I was thinking about using stainless mufflers, but was worried that they would discolor or turn blue, like chrome bike pipes would. Would they? I suppose I could answer my own question with my acetylene torch and a s**** of stainless, but I would appreciate first hand experience more. Thanks! --Matt
Yes. it turns more of a straw color than chrome. It can be buffed out shiney again. Depending on where your mufflers are, they may or may not get hot enough to discolor.
the hot spots will turn a gold color from the heat. I have had good luck with having the inside of chrome headers HPC coated.
Nickel on the surface oxidizes and becomes golden. I quite like it actually if it's even. You shouldn't see any blue unless it's a really cheap stainless. Hot environment chrome polish will take it straight off and as the nickel becomes more stable the rate of oxidation slows. It'll also remove any bluing from stainless or chrome. Make sure you avoid any steel fasteners, they'll rot your stainless. Chrome is non reactive with it, so chromed nuts are no problem.
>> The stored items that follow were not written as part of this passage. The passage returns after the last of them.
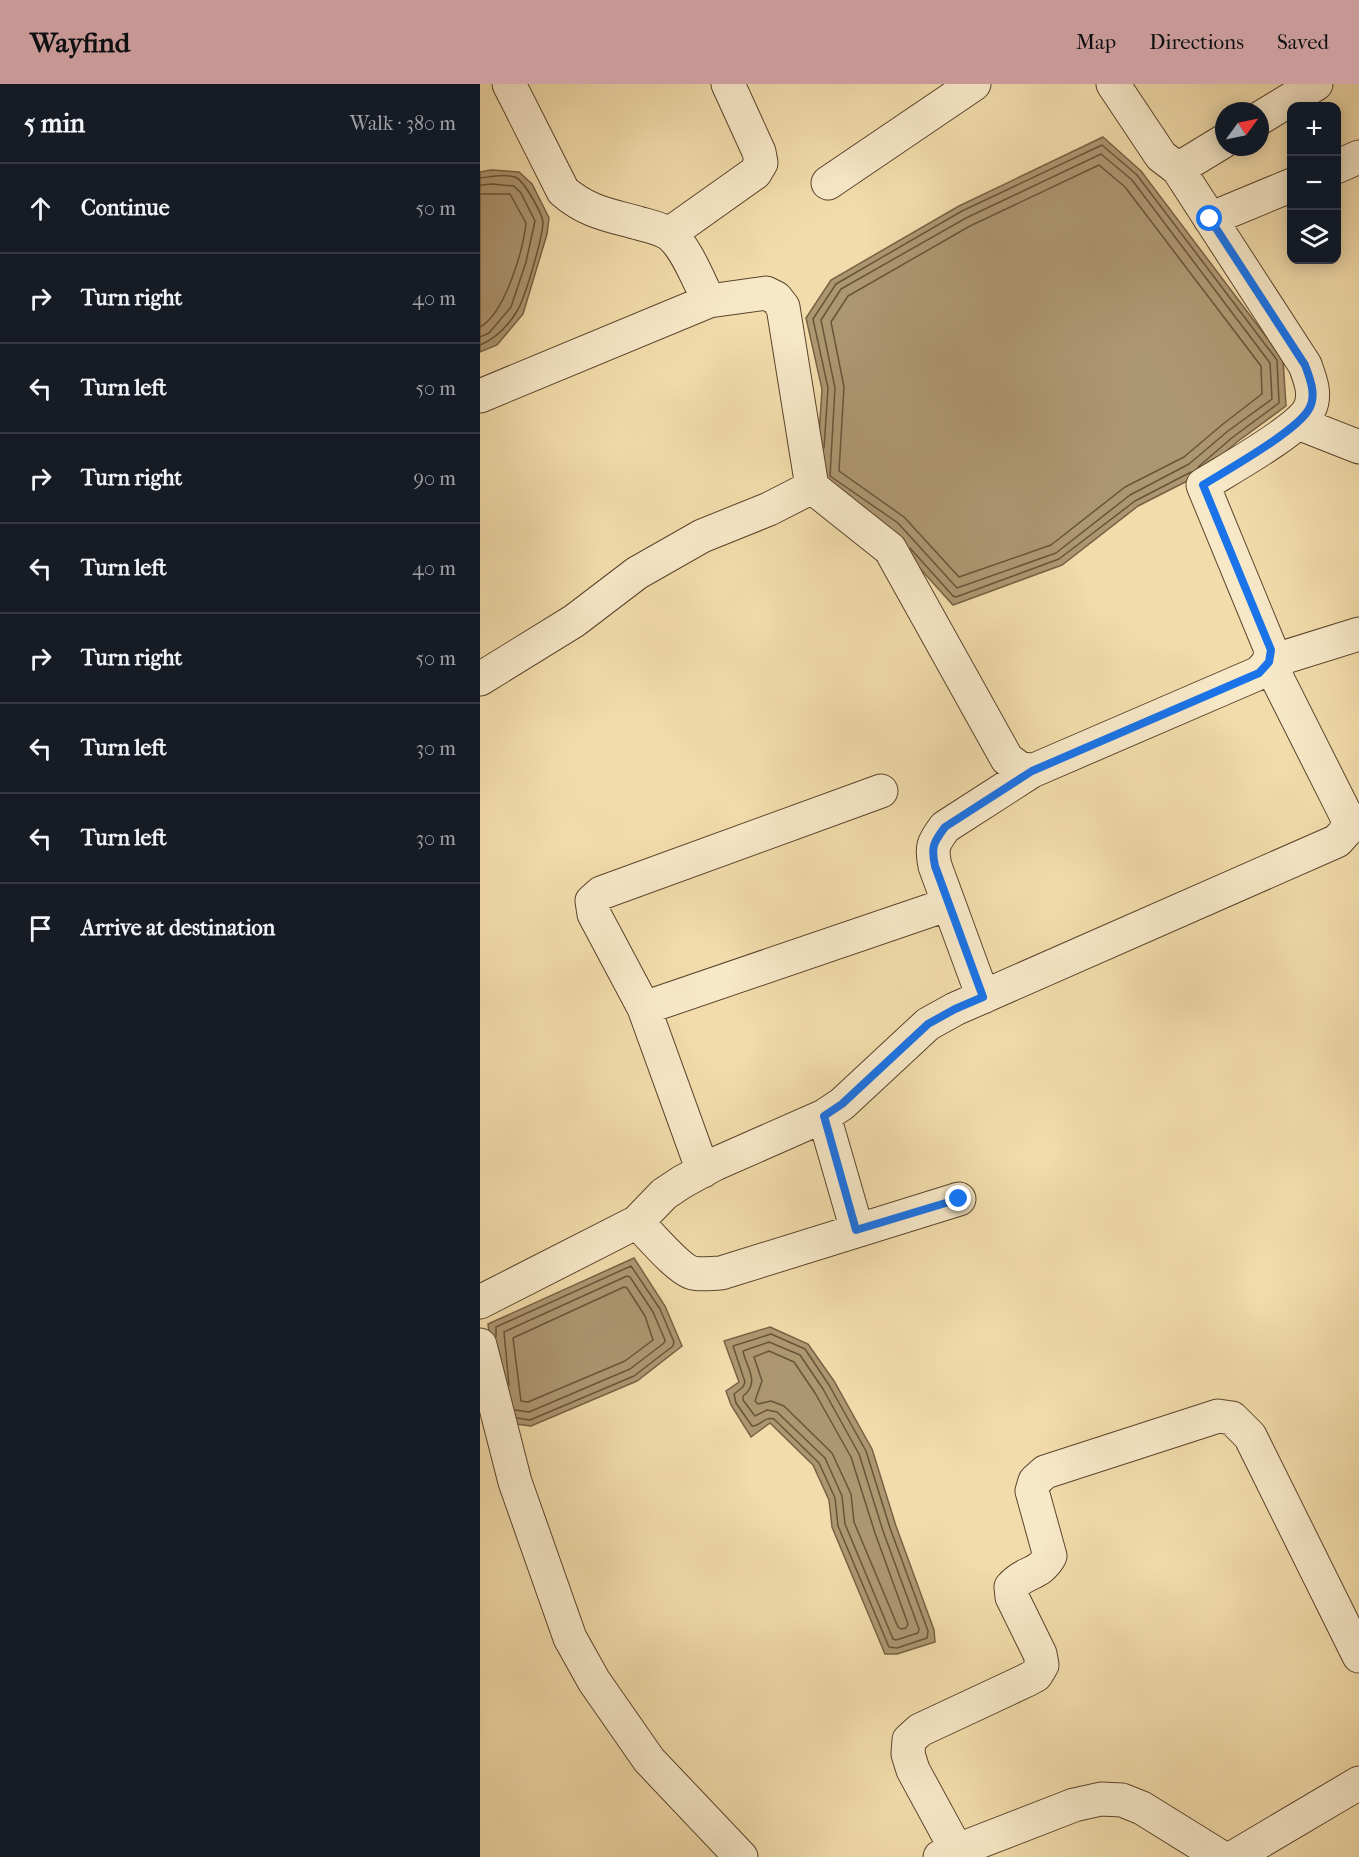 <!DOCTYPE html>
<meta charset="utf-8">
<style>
:root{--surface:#171b24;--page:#242831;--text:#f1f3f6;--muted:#9ea1a6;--line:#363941;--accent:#c59692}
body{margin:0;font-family:"IM FELL French Canon",serif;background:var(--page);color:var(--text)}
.controls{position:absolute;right:18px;top:18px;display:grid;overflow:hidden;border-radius:12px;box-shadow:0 3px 15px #0003}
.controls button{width:54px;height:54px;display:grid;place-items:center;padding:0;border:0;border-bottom:2px solid var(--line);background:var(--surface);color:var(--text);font:30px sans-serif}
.compass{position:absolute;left:735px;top:18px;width:54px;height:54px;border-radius:50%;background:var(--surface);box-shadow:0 3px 15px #0003;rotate:57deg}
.stop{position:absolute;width:18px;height:18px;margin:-14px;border:4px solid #1a73e8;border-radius:50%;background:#fff}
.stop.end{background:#1a73e8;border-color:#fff;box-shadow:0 2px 6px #0008}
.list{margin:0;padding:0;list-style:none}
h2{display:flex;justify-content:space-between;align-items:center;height:78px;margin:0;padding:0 24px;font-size:26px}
h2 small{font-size:20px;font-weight:400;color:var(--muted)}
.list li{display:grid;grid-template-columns:39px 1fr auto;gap:18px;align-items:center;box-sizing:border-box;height:90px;padding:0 24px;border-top:2px solid var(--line)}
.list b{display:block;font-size:22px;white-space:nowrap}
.list em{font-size:20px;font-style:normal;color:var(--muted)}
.icon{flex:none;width:33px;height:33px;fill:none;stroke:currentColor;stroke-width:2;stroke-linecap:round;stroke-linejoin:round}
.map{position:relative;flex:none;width:879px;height:1773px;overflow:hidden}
header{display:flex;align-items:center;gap:36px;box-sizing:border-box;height:84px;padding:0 30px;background:var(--accent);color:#111}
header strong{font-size:28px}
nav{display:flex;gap:33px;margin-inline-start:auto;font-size:21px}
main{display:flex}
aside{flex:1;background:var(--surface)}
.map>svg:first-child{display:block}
</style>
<header>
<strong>Wayfind</strong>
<nav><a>Map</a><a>Directions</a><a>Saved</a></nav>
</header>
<main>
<aside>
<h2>5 min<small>Walk · 380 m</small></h2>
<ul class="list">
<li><svg class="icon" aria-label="ahead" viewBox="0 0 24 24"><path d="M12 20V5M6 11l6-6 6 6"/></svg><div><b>Continue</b></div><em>50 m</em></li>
<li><svg class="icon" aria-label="right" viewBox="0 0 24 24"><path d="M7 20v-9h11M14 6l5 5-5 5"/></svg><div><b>Turn right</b></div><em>40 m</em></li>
<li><svg class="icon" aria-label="left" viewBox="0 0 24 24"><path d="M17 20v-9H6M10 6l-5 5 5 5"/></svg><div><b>Turn left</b></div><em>50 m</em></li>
<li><svg class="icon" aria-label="right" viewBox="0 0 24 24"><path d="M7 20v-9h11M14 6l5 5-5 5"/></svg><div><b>Turn right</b></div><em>90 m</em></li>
<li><svg class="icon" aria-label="left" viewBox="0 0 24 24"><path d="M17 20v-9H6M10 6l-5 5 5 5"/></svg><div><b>Turn left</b></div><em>40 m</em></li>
<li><svg class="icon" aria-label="right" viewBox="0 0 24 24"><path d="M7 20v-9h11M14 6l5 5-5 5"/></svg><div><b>Turn right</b></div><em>50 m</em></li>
<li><svg class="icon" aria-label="left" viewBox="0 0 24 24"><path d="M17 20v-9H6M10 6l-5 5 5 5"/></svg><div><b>Turn left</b></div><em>30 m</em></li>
<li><svg class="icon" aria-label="left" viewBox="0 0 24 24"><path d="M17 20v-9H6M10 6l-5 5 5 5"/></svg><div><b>Turn left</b></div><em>30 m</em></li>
<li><svg class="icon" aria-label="arrive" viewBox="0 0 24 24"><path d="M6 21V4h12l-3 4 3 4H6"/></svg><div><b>Arrive at destination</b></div></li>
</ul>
</aside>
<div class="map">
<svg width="879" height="1773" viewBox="0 0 879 1773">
<rect width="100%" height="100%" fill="#f2dcab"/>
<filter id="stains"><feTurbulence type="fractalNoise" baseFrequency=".00333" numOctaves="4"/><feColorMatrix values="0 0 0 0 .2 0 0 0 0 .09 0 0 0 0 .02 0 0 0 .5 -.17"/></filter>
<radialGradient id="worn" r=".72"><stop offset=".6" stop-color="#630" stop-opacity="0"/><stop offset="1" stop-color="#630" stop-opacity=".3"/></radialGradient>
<path fill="#ad9771" stroke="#786144" stroke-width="1.5" d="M623,53L661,87L803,275L806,322L757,358L717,392L658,422L582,481L473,521L408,449L336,399L342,305L326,234L351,196L479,122Z
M11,86L39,88L52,100L69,134L67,150L43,230L17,261L0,268V88Z
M154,1174L185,1222L202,1262L157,1297L51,1342L20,1338L8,1240Z
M290,1243L328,1260L354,1297L392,1365L416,1442L454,1546L455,1558L417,1570H405L352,1443L349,1416L333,1381L290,1339L271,1353L251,1321L246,1307L259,1298L244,1257Z"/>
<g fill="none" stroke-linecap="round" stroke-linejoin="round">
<path stroke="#6a5438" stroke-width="1.5" d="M621,70L652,96L790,279L792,315L748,347L709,380L650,411L576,469L477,504L418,439L350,392L355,304L341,236L361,205L486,134Z
M619,81L645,103L781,282L782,310L743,340L704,373L645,403L571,461L479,493L424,433L359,387L364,303L351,238L368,212L490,142Z
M0,94C10,93 27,89 37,94C45,99 62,129 63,138C63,152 45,215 37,227C28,242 15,255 0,261
M0,101L12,100L34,102L41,109L55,137L46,178L31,223L9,249L0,253
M0,110H30L46,139C43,167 25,229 0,243
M344,364L348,304L333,235L356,200L482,127L622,61L657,91L797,276L799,319L753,353L718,383
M430,464L473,512L476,513L579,475L655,417L711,388
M144,1203L147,1204L165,1232L173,1256L145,1277L48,1318L41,1317L33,1254Z
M291,1250L325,1265L349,1301L386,1367L410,1444L448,1547L447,1554L417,1564L409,1563L358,1442L355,1414L339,1379L294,1335C284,1332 280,1343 272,1342L256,1319L254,1310L263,1303L265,1298L253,1262Z
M16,1253V1243L151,1182L180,1225L194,1258L193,1262L154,1292L50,1336L37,1334
M289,1258L320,1271L343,1305L379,1370L403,1447L439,1545L438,1549L416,1556L413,1555L365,1440L362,1412L345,1374L297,1328L287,1326L275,1332L263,1316V1312C281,1299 266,1283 263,1267Z
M289,1267L314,1278L335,1309L371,1373L395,1449L428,1540L426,1544L421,1545L418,1543L374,1438L371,1410L352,1369L304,1322L291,1317L278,1320L275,1317L282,1297L274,1273Z
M29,1301L24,1248L147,1192L150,1193L173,1228L185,1256L184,1259L150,1285L49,1328L35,1326"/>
<g stroke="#5a442b" stroke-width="35">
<path id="minor" d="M29,0L83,107C107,128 129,131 158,139C168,142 180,144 189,150C206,162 219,198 229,217
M780,34L836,0
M856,83L879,73
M698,85L744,57
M348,99L494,0
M730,135L812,101
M189,150L275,89L281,79L279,68L248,0
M0,312L229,217L286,209L296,214L303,223L332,403L410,465L527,675L538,683L552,687L779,589L789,578L791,566L723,401C747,386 817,347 829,326C837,311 830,295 825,281L698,85L681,72L633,0
M818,339L879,363
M0,595L94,537L157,489L222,452L289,425L332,403
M503,913L455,782C451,763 453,759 465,743L552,687
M164,924L469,820
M344,1032L377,1146
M223,1087L164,924L114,830L112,817L121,809L401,707
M157,1138C168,1149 199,1186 213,1189C221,1191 232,1189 241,1189L479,1115
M0,1218L157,1138L184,1110L202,1098L235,1080L344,1032L362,1020L448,940L475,925L857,757L866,747L868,735L789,578L879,550
M0,1261L35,1398L90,1554L114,1597L169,1676L261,1773
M477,1767L433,1686L428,1670L429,1656L440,1646L547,1596L556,1591L562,1581L560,1570L532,1513L531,1503C544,1487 559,1492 570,1472L552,1407L555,1397L565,1388L738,1332L752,1334L770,1352L879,1572
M460,1773L594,1721L621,1715L642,1716L662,1724L741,1773
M754,1773L879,1699"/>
</g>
<use href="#minor" stroke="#f7e8c8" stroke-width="33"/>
</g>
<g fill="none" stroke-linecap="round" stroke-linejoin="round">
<path stroke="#1a73e8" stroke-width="8" d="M479,1115L376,1146L344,1032L362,1020L448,940L475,925L503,913L455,782C451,763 453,759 465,743L552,687L779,589L789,578L791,566L723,401C747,386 817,347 829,325C837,311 830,295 825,281L730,135"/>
</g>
<rect width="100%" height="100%" filter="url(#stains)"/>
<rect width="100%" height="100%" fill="url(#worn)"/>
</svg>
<div class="controls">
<button>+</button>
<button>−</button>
<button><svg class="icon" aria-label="layers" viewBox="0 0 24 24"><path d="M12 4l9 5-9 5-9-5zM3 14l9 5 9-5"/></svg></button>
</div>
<svg class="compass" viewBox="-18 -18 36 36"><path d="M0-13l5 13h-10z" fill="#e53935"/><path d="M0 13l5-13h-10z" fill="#9ea1a6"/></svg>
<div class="stop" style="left:730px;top:135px"></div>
<div class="stop end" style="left:479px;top:1115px"></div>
</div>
</main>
I know for a fact that even stainless tips turn gold after awile. I had an old friend that use to oil the inside of his chrome pipes before he ran them to prevent them from turning blue. Might work for stainless.
Now add some mud, some Rock chips, bugs in the grill and on the windshild, a big old wear mark in the carpet ect. and there will be know doubt the car gets drivin. Yeah the stainless headers on my 40 coupe turned a golden color, and slightly blue where they got real hot.
I'd like to know more about the teory behind that. Bluing is caused by hydrocarbons and iron leaching though the chrome from excessive heat. Normally over leaning. By oiling you'd be fueling the problem. At least that's what you would think.
I tried the oil thing on a chrome header I ran on a fiur cylinder in a previous existance. It did work. Maybe it somehow closes pores?
Is there a way to make them colorize smoothly? Our racecar's exhaust turned colors but it was all fishy looking, even though we cleaned them like madness first. Of course its a racecar and it doesn't matter how the exhaust looks... but I'm pretty **** about things.
Puzzling. The only logical explanation I can think is that it bakes onto the steel and makes a continuous carbon seal.
Nope. Only time I've seen it look really consistant was on a top fuel dragster. Then everything was a nice even gold all over. I thought it looked good, but they polished it off. I think nickel looks lush.
Stainless will turn a light golden color. If it turns a darker golden color, the muffler might be too restrictive, and therefore hold back too much heat. A friend of mine used some "never-rust" ss 304 turbo mufflers, and they turned dark golden color when he broke in the cam. Before I put the same mufflers on my "T" modified, I drilled some 1/2" holes in the inlet and outlet baffles, and my exhaust system is a light golden color. A restrictive exhaust system will make an engine run hotter and turn ss dark.......but it will polish off!